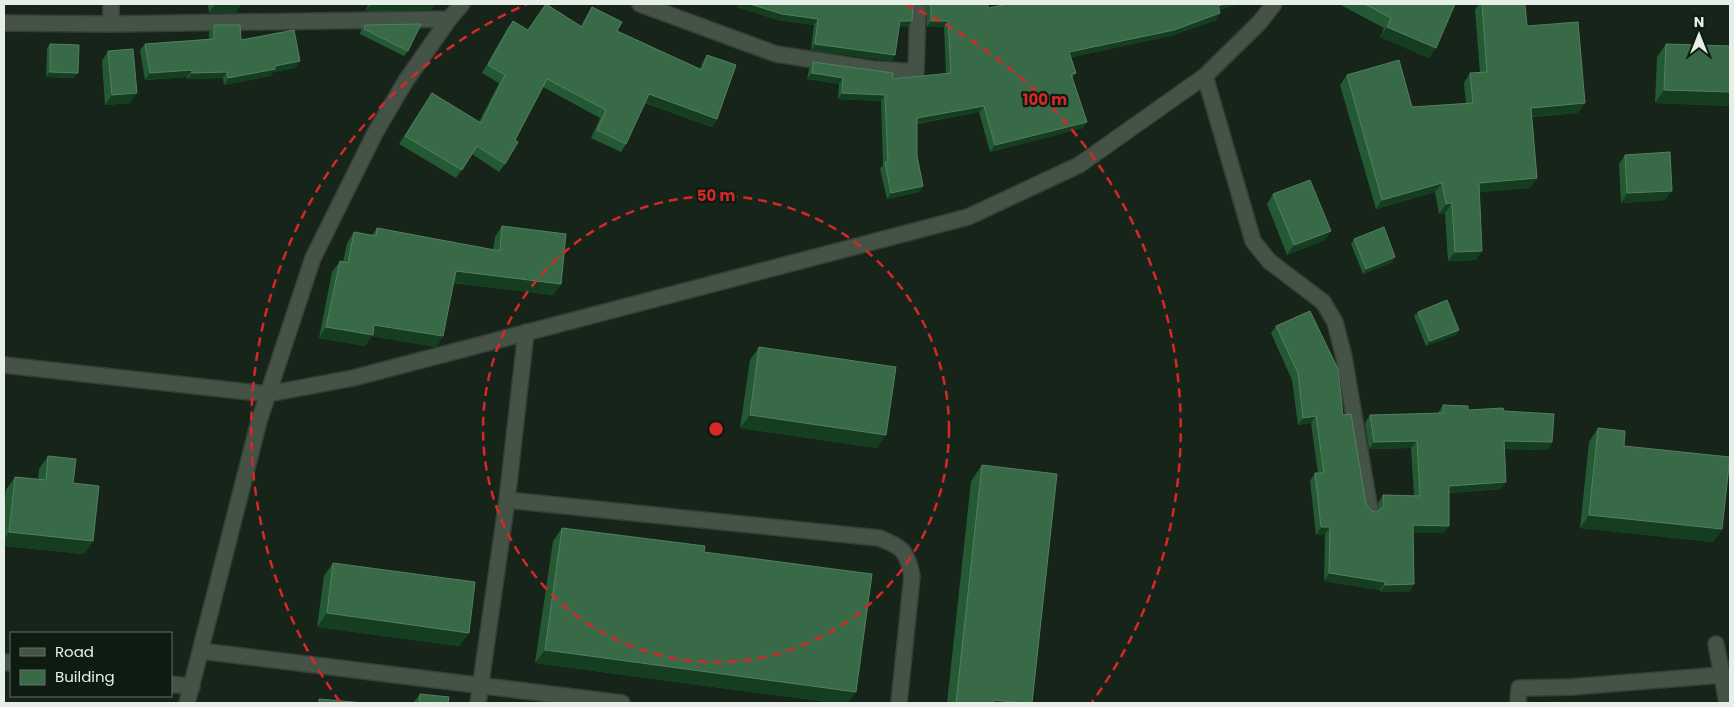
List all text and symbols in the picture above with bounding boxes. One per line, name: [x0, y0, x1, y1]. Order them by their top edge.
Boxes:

---

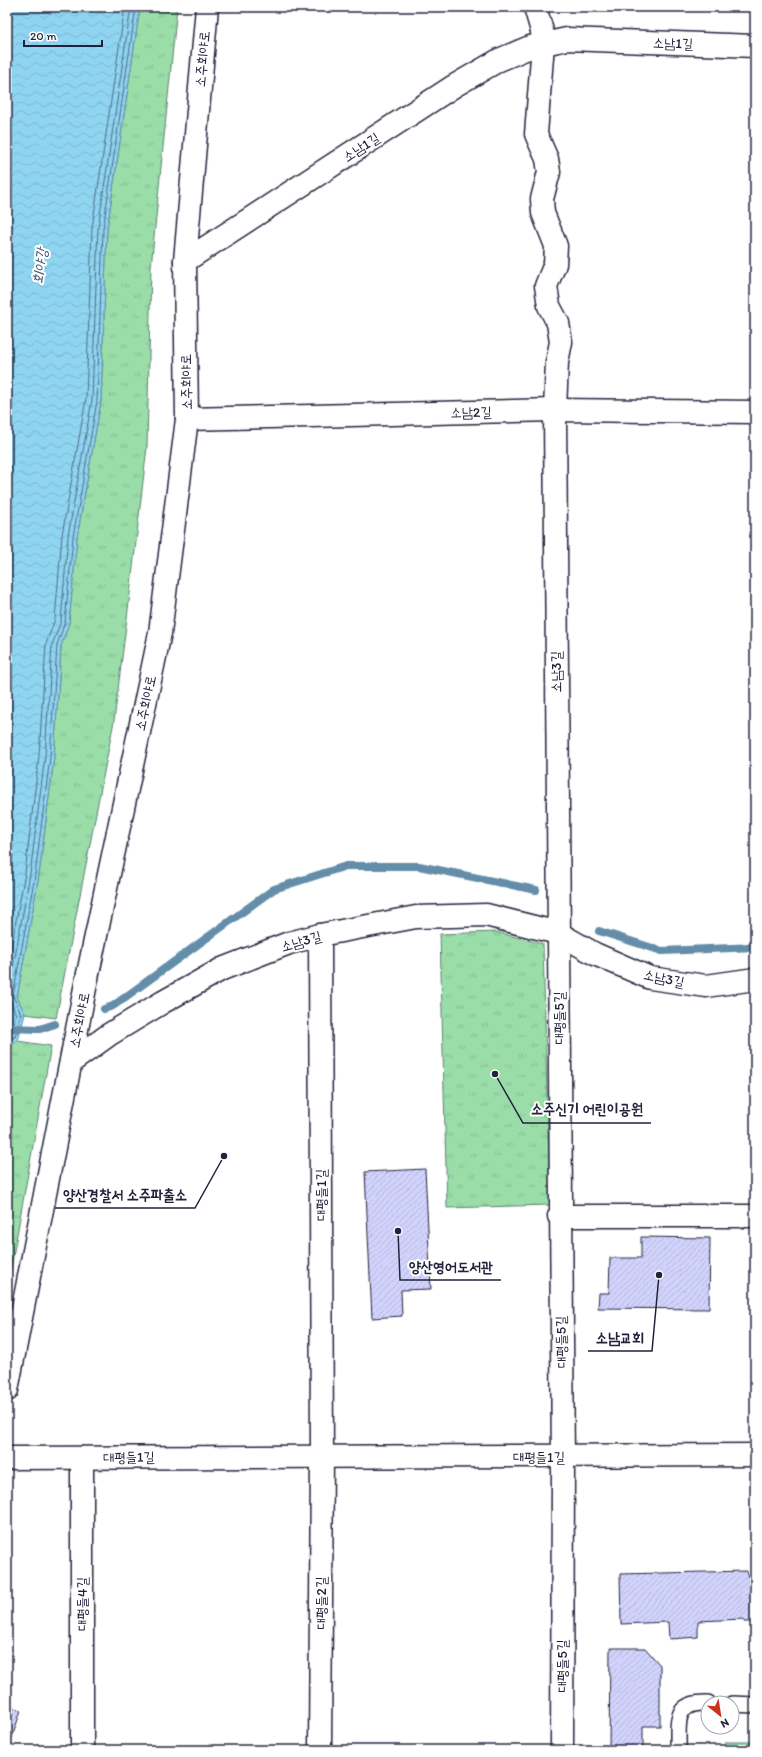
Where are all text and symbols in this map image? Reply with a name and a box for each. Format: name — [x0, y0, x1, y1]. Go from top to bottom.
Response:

...

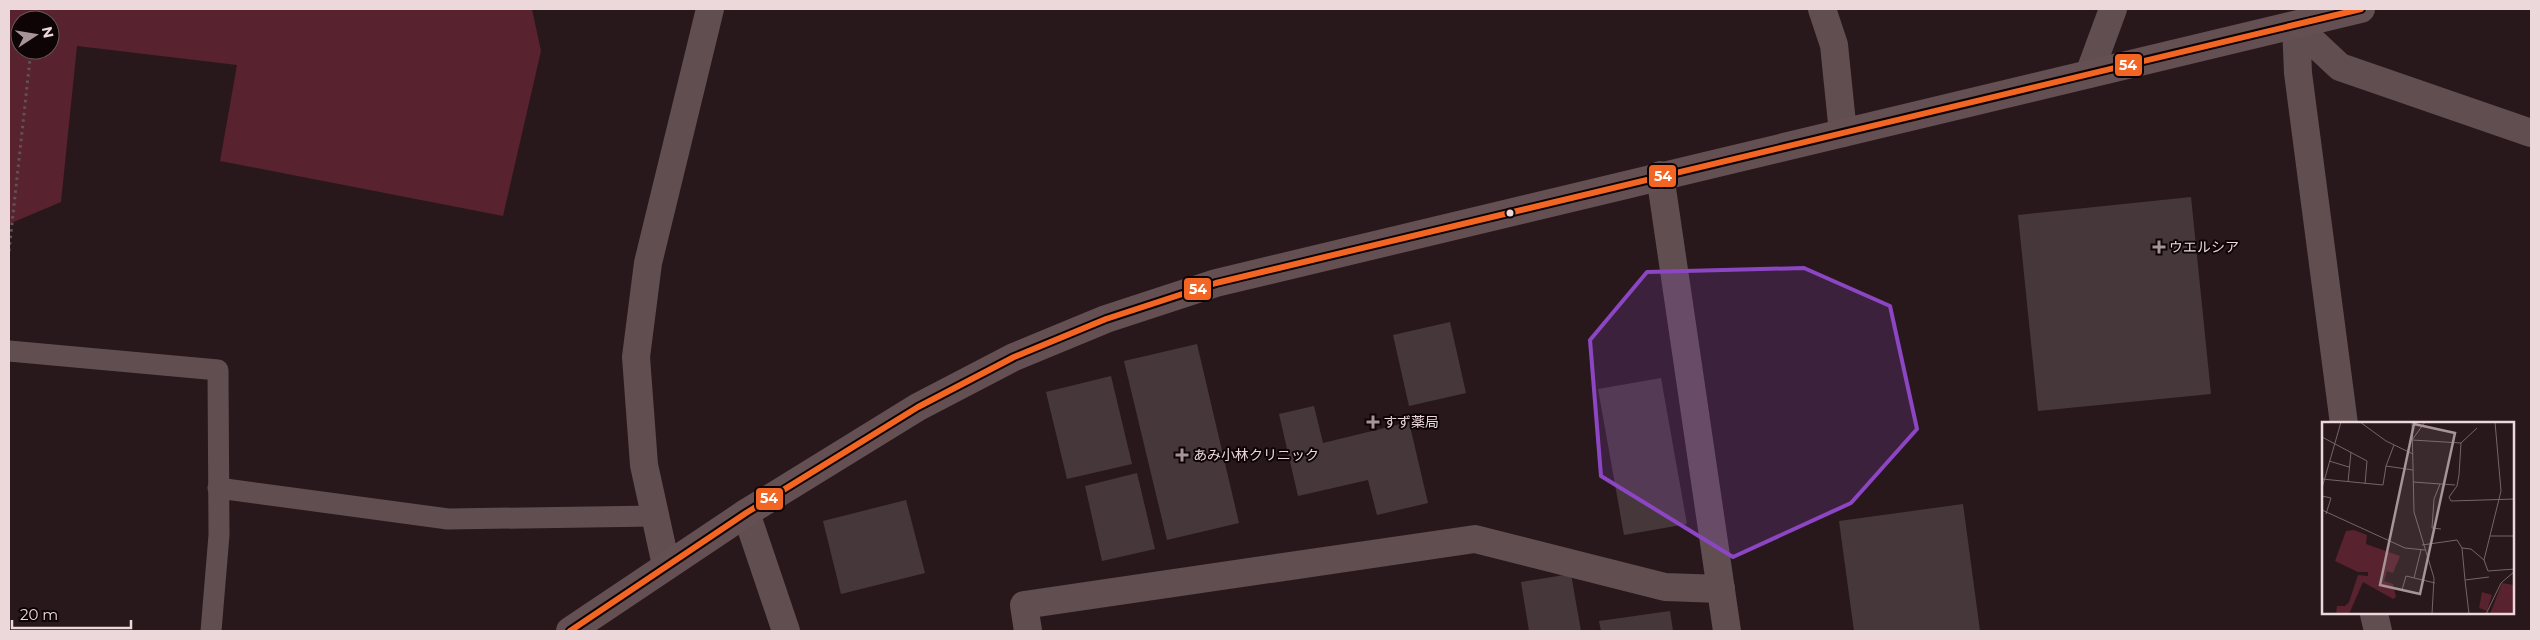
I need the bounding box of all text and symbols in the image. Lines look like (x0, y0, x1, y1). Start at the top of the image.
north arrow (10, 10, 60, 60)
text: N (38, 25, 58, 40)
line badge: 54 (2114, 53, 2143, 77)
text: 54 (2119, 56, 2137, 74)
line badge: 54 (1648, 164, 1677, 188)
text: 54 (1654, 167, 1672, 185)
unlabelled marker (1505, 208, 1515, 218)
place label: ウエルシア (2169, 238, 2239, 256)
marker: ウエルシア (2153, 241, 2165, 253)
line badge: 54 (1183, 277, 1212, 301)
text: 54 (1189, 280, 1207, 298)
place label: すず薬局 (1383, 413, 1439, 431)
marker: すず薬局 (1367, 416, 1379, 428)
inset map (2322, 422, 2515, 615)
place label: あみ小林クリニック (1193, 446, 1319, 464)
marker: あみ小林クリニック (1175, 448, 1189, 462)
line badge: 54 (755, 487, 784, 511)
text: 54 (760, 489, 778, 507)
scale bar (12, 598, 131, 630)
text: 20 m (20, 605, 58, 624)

» PROBLEM DETAILS: Throughout the records, the word "name" shows up on certain lines. Report how many lines, with only the number.

» RESPONSE: 2